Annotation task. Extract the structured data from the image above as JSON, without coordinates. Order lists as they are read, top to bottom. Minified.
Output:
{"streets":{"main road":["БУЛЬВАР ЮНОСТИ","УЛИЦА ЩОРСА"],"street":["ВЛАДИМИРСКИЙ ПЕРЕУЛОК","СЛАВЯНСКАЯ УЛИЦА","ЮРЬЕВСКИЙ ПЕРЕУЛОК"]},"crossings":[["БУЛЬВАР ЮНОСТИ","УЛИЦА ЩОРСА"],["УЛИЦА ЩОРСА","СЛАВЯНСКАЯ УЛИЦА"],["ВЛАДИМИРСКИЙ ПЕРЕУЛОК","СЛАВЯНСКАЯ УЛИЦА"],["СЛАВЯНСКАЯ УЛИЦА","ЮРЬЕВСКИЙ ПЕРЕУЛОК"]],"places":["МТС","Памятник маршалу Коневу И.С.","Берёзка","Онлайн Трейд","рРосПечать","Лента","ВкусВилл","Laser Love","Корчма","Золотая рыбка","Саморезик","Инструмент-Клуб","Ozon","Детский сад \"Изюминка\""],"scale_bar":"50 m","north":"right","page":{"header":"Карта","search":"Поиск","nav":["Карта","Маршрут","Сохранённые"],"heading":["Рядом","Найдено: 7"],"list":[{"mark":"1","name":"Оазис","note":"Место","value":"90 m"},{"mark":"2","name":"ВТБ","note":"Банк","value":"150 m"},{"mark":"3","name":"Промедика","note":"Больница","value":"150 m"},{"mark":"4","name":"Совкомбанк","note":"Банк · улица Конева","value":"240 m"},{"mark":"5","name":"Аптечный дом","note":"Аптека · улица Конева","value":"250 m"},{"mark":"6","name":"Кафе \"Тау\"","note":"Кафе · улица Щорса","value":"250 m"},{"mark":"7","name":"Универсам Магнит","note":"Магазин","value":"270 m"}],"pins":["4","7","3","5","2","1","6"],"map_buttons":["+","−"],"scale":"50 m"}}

ACTIVITY :: The answer is to be the complete listing, transcribed exactly.

WRITTEN RESPONSE ::
Annotation task. Extract the structured data from the image above as JSON, without coordinates. Order lists as they are read, top to bottom. Minified.
Output:
{"streets":{"main road":["БУЛЬВАР ЮНОСТИ","УЛИЦА ЩОРСА"],"street":["ВЛАДИМИРСКИЙ ПЕРЕУЛОК","СЛАВЯНСКАЯ УЛИЦА","ЮРЬЕВСКИЙ ПЕРЕУЛОК"]},"crossings":[["БУЛЬВАР ЮНОСТИ","УЛИЦА ЩОРСА"],["УЛИЦА ЩОРСА","СЛАВЯНСКАЯ УЛИЦА"],["ВЛАДИМИРСКИЙ ПЕРЕУЛОК","СЛАВЯНСКАЯ УЛИЦА"],["СЛАВЯНСКАЯ УЛИЦА","ЮРЬЕВСКИЙ ПЕРЕУЛОК"]],"places":["МТС","Памятник маршалу Коневу И.С.","Берёзка","Онлайн Трейд","рРосПечать","Лента","ВкусВилл","Laser Love","Корчма","Золотая рыбка","Саморезик","Инструмент-Клуб","Ozon","Детский сад \"Изюминка\""],"scale_bar":"50 m","north":"right","page":{"header":"Карта","search":"Поиск","nav":["Карта","Маршрут","Сохранённые"],"heading":["Рядом","Найдено: 7"],"list":[{"mark":"1","name":"Оазис","note":"Место","value":"90 m"},{"mark":"2","name":"ВТБ","note":"Банк","value":"150 m"},{"mark":"3","name":"Промедика","note":"Больница","value":"150 m"},{"mark":"4","name":"Совкомбанк","note":"Банк · улица Конева","value":"240 m"},{"mark":"5","name":"Аптечный дом","note":"Аптека · улица Конева","value":"250 m"},{"mark":"6","name":"Кафе \"Тау\"","note":"Кафе · улица Щорса","value":"250 m"},{"mark":"7","name":"Универсам Магнит","note":"Магазин","value":"270 m"}],"pins":["4","7","3","5","2","1","6"],"map_buttons":["+","−"],"scale":"50 m"}}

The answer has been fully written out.